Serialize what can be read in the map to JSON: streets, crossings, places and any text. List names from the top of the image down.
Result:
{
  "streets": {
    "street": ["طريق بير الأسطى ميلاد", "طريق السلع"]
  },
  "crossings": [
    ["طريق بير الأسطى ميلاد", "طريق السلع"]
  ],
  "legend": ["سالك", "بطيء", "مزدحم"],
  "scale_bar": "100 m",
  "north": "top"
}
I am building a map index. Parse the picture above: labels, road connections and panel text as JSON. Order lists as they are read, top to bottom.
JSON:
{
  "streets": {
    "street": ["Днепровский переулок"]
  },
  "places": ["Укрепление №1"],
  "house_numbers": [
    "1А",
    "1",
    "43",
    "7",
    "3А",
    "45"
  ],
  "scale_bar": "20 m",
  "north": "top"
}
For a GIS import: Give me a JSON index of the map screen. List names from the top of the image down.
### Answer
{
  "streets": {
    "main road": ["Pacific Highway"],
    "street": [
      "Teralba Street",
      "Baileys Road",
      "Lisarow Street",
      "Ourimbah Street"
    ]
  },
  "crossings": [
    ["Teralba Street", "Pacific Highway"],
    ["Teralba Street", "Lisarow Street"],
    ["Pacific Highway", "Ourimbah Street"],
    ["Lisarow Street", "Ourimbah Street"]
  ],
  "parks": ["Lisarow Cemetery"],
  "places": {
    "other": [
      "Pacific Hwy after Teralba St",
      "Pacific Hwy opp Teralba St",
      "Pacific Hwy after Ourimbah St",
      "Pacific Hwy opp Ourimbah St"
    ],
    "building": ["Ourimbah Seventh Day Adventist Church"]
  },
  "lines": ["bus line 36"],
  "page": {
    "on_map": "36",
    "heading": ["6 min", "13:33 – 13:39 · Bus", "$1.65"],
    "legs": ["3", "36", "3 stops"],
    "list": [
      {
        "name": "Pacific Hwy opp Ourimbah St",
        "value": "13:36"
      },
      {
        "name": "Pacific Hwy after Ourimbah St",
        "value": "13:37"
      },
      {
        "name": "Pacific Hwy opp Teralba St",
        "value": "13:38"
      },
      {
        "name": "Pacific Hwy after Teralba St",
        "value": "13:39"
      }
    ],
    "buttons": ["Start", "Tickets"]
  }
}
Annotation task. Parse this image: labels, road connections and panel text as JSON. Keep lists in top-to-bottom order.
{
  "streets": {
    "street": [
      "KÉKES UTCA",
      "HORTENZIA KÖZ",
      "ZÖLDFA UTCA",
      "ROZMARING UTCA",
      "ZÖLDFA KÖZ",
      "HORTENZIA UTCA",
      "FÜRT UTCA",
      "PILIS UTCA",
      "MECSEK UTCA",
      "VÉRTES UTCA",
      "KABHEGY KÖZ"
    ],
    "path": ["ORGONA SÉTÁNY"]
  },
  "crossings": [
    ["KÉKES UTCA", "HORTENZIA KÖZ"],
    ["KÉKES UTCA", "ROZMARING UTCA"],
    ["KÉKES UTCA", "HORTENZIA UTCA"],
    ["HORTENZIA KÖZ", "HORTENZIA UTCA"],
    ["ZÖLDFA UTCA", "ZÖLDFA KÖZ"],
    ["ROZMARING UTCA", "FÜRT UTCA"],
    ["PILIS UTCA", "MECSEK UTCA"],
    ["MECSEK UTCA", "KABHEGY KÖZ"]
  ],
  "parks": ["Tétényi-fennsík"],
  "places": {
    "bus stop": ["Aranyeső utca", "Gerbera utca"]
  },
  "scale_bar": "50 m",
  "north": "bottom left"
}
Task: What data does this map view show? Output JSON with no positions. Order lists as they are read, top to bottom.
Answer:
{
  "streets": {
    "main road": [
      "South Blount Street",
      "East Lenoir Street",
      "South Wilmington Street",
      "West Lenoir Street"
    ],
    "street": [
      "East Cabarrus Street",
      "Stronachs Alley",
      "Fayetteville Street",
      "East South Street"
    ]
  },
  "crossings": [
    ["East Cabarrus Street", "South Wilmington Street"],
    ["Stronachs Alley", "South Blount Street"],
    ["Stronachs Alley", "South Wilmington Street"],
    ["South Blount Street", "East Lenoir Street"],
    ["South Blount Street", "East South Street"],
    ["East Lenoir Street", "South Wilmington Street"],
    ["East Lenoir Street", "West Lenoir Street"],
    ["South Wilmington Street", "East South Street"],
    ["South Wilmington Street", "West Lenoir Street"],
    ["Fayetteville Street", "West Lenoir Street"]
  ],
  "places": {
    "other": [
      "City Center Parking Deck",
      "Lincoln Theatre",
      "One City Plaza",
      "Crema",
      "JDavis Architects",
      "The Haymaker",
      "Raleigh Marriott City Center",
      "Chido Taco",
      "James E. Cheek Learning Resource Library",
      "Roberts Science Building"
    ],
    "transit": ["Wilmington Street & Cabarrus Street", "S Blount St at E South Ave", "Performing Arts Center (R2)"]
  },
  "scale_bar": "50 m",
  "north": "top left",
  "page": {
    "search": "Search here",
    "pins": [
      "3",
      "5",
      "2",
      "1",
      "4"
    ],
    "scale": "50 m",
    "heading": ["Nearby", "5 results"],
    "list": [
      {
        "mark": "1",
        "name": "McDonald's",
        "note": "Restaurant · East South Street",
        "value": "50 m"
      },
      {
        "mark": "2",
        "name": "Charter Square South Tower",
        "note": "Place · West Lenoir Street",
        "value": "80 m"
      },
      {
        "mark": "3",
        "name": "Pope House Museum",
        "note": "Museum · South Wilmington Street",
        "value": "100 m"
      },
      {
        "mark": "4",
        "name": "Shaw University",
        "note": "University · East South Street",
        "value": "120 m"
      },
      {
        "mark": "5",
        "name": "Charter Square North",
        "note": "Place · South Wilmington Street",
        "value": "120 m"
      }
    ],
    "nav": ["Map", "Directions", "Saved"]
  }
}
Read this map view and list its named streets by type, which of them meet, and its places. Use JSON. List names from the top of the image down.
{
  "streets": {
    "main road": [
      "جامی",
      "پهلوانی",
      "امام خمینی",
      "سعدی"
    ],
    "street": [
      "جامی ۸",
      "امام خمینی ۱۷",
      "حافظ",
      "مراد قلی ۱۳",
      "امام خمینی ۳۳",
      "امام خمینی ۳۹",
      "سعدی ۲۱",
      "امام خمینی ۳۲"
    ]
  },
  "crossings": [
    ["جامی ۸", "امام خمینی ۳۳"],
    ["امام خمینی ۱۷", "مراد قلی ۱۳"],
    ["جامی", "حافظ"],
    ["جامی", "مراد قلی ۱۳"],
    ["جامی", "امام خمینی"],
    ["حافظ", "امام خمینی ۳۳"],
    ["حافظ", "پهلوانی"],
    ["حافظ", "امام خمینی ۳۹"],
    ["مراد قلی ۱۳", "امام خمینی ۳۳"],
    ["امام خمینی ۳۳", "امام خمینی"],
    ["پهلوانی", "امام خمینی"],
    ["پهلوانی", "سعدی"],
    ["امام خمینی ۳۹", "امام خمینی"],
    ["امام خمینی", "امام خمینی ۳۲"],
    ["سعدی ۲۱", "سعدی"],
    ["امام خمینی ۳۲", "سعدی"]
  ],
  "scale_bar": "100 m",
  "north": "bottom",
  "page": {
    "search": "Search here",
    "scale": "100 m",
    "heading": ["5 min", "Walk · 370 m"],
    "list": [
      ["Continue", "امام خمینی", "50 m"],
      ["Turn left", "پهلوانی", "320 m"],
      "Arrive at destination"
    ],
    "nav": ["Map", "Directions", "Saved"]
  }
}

**Exercise requirements**:
What you should output is every line of the records above, from the first through the line containing "For a GIS import: Give", unchanged.

**Output of the exercise**:
Serialize what can be read in the map to JSON: streets, crossings, places and any text. List names from the top of the image down.
Result:
{
  "streets": {
    "street": ["طريق بير الأسطى ميلاد", "طريق السلع"]
  },
  "crossings": [
    ["طريق بير الأسطى ميلاد", "طريق السلع"]
  ],
  "legend": ["سالك", "بطيء", "مزدحم"],
  "scale_bar": "100 m",
  "north": "top"
}
I am building a map index. Parse the picture above: labels, road connections and panel text as JSON. Order lists as they are read, top to bottom.
JSON:
{
  "streets": {
    "street": ["Днепровский переулок"]
  },
  "places": ["Укрепление №1"],
  "house_numbers": [
    "1А",
    "1",
    "43",
    "7",
    "3А",
    "45"
  ],
  "scale_bar": "20 m",
  "north": "top"
}
For a GIS import: Give me a JSON index of the map screen. List names from the top of the image down.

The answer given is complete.